Top of Listed entries

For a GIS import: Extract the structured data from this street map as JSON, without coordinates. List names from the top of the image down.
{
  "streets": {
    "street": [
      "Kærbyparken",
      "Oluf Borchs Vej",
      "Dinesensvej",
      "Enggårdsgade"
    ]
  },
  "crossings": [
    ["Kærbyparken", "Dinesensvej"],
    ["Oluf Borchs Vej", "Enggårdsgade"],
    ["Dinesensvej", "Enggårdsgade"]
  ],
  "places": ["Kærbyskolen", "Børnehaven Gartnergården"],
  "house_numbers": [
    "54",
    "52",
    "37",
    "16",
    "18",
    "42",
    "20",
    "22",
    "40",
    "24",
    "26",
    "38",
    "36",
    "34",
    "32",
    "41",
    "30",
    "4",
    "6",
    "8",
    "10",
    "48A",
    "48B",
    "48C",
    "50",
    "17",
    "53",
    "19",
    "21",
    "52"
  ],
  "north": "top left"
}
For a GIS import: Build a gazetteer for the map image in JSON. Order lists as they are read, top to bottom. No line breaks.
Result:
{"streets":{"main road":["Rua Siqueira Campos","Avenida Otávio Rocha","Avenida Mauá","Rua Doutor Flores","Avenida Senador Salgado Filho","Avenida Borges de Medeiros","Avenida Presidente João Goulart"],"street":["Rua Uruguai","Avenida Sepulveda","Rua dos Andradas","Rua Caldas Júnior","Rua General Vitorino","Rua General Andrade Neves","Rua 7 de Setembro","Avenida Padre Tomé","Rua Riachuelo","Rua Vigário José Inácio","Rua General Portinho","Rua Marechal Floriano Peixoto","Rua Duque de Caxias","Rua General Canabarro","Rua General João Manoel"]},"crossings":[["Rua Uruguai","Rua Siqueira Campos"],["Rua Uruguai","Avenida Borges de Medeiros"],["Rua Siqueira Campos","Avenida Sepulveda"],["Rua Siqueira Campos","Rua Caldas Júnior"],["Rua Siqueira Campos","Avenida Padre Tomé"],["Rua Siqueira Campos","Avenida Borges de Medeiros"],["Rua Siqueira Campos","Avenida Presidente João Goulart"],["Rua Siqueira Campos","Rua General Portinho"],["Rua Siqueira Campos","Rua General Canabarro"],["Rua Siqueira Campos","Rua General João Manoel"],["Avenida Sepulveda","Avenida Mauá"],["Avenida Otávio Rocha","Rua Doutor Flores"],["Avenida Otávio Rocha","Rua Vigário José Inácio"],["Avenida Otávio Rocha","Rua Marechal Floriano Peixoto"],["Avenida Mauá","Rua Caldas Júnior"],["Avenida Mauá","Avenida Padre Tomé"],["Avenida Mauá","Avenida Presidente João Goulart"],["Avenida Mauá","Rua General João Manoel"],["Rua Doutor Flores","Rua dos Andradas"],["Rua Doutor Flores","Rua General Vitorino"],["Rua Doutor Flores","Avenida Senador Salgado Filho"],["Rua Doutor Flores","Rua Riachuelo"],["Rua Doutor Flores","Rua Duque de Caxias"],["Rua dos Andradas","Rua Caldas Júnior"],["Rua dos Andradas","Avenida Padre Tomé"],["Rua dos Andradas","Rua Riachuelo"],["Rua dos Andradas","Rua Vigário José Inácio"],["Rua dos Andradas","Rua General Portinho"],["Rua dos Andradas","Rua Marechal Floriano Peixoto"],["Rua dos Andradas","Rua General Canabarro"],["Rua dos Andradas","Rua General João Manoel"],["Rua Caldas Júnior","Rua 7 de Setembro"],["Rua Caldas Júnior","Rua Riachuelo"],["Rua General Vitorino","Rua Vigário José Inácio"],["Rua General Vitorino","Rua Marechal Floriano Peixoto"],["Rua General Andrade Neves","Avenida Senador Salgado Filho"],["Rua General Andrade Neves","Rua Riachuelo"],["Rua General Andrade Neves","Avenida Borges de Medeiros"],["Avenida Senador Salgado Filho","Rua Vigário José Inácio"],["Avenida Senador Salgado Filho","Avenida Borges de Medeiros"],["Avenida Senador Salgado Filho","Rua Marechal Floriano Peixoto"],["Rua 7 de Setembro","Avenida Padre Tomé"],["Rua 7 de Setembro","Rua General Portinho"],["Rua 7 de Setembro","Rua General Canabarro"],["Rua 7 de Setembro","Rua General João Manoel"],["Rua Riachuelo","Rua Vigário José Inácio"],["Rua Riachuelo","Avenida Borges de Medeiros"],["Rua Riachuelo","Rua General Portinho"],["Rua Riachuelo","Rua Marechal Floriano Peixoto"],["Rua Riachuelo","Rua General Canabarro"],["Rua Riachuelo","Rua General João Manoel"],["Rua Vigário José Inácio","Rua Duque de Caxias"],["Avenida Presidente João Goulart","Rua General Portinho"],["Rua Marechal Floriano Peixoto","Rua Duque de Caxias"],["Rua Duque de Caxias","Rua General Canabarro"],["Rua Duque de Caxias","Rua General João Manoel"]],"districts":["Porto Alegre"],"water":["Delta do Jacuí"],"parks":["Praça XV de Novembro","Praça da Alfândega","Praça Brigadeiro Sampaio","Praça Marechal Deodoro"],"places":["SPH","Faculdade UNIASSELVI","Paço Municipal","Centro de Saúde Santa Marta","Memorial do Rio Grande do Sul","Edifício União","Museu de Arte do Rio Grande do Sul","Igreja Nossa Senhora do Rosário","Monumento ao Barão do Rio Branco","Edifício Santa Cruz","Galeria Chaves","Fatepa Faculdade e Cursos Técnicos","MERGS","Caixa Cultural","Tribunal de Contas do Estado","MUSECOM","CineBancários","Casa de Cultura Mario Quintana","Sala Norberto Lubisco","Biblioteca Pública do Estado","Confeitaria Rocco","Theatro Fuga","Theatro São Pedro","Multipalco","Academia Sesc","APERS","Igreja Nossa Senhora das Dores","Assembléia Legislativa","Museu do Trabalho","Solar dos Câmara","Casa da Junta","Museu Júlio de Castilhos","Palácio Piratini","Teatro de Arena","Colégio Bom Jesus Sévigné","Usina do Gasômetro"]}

Bottom of Listed entries

Work required: Would you please give the number of lines in the data above that contain the string "Kærbyparken"? Reply with that number only.

Answer section: 2